Try it -> Stop after the line containing "position:absolute; left:1950px; top:938px;": print each line exactly from the first line of the listing up to that point.

Excerpted records ->
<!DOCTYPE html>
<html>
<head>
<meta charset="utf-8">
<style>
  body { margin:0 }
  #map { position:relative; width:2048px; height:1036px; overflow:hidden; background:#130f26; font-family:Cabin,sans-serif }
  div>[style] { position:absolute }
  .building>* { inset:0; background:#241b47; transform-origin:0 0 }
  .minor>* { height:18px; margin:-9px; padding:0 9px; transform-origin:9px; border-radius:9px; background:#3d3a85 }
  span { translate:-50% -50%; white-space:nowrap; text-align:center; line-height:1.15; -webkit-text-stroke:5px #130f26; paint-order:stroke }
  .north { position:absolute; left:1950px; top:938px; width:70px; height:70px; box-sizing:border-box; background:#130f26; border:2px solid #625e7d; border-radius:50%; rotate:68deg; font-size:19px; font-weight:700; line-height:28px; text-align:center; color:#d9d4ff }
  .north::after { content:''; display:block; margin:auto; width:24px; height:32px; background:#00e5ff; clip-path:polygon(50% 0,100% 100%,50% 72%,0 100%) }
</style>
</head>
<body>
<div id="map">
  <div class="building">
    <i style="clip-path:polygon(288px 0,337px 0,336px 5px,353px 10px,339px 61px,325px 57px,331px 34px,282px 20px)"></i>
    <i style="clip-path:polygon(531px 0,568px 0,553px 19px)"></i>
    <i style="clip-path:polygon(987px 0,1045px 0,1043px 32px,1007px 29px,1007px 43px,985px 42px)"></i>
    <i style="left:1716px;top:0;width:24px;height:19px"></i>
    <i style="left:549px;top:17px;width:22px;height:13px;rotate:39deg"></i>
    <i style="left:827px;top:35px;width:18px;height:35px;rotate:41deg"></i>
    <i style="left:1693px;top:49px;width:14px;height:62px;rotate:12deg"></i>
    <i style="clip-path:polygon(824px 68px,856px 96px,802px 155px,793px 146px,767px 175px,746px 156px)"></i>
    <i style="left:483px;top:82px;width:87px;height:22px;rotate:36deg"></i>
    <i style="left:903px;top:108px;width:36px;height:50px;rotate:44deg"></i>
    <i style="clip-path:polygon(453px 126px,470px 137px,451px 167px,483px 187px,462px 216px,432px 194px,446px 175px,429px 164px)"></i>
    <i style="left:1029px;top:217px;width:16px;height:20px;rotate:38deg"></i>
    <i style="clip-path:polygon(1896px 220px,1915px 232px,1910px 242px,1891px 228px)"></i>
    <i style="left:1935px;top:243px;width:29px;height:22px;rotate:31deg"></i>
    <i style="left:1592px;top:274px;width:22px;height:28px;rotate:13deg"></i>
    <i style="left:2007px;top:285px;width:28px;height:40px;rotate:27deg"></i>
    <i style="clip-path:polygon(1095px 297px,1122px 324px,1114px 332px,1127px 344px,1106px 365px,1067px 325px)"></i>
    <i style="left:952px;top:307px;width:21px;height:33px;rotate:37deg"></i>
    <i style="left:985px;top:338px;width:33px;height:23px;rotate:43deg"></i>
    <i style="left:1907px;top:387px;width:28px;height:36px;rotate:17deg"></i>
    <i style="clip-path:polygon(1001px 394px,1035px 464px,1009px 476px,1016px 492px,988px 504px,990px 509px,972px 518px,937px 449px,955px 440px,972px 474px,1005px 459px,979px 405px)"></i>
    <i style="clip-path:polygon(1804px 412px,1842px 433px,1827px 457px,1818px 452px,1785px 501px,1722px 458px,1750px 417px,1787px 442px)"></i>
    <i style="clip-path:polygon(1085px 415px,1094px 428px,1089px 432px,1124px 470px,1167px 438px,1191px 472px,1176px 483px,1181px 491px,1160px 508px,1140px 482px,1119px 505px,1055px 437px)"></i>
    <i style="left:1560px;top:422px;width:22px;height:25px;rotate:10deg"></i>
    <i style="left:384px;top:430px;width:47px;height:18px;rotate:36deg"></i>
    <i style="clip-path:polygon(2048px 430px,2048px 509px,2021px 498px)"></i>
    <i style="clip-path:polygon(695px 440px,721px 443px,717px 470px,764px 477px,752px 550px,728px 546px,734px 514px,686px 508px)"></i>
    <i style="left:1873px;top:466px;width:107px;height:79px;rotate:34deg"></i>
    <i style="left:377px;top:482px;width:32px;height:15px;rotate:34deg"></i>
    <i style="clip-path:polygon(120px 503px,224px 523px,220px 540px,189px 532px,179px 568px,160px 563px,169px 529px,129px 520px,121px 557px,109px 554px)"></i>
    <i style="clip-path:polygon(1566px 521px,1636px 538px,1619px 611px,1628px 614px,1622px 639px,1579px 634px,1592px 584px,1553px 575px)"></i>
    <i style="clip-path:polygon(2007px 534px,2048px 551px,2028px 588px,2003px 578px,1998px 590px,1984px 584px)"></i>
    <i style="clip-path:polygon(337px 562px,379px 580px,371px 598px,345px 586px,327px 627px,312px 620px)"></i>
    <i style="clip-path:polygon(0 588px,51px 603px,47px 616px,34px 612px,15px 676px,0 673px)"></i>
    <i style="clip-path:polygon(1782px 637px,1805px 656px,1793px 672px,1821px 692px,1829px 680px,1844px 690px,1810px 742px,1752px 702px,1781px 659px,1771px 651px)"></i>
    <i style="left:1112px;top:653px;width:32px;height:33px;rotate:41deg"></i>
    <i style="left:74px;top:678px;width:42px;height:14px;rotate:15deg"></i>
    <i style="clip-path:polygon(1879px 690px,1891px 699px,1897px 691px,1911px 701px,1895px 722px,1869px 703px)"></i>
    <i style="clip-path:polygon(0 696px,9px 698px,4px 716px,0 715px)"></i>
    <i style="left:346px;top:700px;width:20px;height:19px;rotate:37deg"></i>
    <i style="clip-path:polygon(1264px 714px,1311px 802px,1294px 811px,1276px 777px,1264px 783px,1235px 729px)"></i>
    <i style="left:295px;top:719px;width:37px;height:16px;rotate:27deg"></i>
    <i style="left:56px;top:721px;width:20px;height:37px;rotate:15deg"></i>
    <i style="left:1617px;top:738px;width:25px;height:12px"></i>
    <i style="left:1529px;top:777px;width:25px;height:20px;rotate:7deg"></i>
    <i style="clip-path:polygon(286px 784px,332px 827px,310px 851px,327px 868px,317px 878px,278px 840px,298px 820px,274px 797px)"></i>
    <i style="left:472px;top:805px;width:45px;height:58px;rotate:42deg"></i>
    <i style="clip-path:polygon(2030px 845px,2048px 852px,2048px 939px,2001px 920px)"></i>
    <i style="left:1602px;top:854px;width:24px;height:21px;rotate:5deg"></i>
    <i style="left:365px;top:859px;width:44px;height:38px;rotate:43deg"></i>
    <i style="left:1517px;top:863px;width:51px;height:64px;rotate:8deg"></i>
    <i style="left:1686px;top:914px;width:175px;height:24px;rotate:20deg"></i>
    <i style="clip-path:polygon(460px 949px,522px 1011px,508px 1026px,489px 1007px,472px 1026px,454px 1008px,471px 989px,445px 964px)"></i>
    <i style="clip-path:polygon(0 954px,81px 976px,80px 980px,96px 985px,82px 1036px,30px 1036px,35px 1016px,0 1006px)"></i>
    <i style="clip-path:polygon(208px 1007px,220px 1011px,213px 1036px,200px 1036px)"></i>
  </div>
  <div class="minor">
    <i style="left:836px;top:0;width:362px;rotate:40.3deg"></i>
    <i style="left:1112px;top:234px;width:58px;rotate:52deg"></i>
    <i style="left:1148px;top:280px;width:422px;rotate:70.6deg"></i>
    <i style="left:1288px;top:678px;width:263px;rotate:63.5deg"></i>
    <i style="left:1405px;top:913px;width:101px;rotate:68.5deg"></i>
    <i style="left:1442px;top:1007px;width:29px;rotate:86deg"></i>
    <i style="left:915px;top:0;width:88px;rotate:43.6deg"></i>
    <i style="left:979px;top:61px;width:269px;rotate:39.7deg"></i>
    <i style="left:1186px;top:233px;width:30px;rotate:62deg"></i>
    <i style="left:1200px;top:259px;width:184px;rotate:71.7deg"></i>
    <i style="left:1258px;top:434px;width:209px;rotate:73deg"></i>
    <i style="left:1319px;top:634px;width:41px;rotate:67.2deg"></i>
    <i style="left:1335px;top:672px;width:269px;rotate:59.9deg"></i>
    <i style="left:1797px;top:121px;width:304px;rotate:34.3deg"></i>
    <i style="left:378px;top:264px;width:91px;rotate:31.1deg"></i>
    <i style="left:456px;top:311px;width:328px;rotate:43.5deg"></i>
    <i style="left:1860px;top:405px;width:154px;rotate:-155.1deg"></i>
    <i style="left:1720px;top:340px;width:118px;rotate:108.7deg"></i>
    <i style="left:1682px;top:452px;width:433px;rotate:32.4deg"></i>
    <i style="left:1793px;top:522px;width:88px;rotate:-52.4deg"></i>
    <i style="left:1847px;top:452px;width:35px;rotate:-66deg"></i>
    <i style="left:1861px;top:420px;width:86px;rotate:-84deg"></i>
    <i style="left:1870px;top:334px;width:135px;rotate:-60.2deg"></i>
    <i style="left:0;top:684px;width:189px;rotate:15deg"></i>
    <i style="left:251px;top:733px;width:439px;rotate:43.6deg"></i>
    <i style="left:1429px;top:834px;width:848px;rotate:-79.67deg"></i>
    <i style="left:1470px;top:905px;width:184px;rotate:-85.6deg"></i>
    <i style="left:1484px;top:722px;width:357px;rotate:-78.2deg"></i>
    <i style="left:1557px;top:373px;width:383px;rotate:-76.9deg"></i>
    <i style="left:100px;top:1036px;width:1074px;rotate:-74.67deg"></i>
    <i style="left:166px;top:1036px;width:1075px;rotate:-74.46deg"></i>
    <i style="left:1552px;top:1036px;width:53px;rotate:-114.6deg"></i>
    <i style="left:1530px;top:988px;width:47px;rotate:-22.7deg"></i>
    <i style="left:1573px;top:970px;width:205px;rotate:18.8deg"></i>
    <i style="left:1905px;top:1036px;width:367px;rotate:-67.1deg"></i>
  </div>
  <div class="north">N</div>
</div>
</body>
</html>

Response to the task ->
<!DOCTYPE html>
<html>
<head>
<meta charset="utf-8">
<style>
  body { margin:0 }
  #map { position:relative; width:2048px; height:1036px; overflow:hidden; background:#130f26; font-family:Cabin,sans-serif }
  div>[style] { position:absolute }
  .building>* { inset:0; background:#241b47; transform-origin:0 0 }
  .minor>* { height:18px; margin:-9px; padding:0 9px; transform-origin:9px; border-radius:9px; background:#3d3a85 }
  span { translate:-50% -50%; white-space:nowrap; text-align:center; line-height:1.15; -webkit-text-stroke:5px #130f26; paint-order:stroke }
  .north { position:absolute; left:1950px; top:938px; width:70px; height:70px; box-sizing:border-box; background:#130f26; border:2px solid #625e7d; border-radius:50%; rotate:68deg; font-size:19px; font-weight:700; line-height:28px; text-align:center; color:#d9d4ff }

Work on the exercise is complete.